**WHAT THIS TASK INVOLVES**: Only the lines from the start of the data through the one containing "filter:drop-shadow(0 0 2px" belong in your answer; return them exactly.

Saved entries
+++
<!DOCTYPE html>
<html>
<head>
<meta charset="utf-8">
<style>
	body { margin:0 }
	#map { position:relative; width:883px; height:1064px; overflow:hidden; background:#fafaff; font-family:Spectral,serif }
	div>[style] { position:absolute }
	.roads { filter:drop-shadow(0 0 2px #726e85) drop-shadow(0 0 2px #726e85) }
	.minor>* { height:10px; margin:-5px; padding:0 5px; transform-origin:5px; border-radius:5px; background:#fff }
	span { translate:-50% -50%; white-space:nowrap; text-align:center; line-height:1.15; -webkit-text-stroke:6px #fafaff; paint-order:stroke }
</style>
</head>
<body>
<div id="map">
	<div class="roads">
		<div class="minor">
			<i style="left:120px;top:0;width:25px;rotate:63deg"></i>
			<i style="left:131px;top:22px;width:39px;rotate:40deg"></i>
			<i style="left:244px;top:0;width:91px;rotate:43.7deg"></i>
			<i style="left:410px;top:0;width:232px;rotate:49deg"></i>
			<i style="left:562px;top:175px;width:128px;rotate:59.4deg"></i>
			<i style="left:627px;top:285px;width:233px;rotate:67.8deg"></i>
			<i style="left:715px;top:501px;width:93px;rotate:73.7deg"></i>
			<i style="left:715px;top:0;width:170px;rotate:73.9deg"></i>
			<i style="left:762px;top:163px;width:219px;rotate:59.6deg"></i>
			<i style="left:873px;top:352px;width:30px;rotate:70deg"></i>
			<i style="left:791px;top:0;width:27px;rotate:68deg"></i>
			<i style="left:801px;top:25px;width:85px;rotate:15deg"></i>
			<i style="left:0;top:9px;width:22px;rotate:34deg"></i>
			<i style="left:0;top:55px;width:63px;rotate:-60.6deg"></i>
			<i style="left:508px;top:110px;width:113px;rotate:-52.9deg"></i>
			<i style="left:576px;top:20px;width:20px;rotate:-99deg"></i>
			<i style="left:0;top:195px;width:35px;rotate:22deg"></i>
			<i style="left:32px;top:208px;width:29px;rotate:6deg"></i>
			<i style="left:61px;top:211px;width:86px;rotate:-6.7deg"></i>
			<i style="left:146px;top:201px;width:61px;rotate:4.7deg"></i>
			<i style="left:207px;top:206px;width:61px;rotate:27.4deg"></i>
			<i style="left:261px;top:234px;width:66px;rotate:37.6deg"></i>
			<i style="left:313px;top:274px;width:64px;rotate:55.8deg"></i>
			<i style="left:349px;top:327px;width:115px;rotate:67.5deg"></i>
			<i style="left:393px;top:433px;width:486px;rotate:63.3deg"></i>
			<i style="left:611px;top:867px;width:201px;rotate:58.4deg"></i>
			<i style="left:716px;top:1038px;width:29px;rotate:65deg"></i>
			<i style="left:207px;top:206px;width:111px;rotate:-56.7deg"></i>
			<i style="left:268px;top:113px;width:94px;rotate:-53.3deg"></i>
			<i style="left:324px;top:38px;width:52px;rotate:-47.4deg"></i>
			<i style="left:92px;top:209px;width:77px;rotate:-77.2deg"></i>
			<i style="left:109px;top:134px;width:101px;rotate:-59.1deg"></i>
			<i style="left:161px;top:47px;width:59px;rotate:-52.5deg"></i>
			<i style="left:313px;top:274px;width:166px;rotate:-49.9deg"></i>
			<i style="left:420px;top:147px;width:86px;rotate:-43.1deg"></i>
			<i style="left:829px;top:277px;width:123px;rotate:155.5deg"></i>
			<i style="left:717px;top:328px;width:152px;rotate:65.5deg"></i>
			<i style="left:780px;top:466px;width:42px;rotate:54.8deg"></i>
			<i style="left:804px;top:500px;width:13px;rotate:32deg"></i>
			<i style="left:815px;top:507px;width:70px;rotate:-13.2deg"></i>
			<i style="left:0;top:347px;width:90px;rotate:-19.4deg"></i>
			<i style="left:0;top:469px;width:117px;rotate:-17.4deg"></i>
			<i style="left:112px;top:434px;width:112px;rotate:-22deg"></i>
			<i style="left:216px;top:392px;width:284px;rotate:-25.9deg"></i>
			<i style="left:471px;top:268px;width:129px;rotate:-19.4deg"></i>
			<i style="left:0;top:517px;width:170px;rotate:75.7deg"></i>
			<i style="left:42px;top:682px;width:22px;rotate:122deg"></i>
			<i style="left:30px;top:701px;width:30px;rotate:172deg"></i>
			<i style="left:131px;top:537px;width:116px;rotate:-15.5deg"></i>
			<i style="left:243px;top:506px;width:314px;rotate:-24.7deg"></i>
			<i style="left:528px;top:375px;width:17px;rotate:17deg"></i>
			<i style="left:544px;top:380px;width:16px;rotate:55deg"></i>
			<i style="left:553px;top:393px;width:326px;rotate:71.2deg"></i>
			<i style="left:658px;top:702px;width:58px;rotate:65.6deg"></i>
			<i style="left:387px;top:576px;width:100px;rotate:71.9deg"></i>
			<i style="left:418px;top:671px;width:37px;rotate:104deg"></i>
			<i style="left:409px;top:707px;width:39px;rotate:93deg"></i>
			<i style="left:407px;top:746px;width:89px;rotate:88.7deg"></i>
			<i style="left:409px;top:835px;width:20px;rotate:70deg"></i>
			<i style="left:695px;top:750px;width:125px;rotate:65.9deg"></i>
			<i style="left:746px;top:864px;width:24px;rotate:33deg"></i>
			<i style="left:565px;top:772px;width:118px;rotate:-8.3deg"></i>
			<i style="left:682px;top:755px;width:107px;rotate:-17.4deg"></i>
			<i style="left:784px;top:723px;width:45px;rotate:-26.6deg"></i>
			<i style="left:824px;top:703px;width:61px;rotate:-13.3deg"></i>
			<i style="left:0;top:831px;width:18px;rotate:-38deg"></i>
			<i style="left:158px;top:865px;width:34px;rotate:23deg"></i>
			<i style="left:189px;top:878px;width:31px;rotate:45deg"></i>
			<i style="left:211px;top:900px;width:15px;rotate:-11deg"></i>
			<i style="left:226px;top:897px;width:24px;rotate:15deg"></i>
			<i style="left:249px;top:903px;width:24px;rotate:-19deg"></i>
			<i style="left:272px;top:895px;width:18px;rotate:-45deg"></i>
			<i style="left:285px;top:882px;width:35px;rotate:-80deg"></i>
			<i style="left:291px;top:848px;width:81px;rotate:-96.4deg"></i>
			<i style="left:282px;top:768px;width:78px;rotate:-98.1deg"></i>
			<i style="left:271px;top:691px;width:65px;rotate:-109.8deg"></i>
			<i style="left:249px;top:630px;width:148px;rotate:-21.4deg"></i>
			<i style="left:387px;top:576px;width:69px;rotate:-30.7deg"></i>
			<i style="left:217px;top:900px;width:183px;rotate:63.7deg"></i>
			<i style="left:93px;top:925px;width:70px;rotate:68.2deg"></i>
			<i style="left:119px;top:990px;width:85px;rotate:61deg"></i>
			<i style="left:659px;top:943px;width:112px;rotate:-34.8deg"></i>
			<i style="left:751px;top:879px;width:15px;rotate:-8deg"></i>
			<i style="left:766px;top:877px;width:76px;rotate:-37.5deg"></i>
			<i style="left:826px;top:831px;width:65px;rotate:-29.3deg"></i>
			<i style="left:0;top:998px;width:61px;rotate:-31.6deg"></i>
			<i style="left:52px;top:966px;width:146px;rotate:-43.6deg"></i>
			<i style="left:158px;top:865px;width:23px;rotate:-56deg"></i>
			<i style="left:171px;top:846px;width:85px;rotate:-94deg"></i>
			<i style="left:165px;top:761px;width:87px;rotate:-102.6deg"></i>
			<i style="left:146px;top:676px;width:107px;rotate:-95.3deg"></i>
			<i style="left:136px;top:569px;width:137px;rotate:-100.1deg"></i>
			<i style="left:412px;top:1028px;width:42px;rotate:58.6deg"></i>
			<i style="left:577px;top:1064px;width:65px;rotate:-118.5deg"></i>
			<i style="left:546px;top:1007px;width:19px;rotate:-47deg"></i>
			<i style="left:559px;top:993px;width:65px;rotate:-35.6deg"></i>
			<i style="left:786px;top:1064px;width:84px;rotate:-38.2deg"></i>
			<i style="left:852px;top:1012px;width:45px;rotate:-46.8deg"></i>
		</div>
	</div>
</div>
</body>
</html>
+++
**REPLY TO THE TASK**:
<!DOCTYPE html>
<html>
<head>
<meta charset="utf-8">
<style>
	body { margin:0 }
	#map { position:relative; width:883px; height:1064px; overflow:hidden; background:#fafaff; font-family:Spectral,serif }
	div>[style] { position:absolute }
	.roads { filter:drop-shadow(0 0 2px #726e85) drop-shadow(0 0 2px #726e85) }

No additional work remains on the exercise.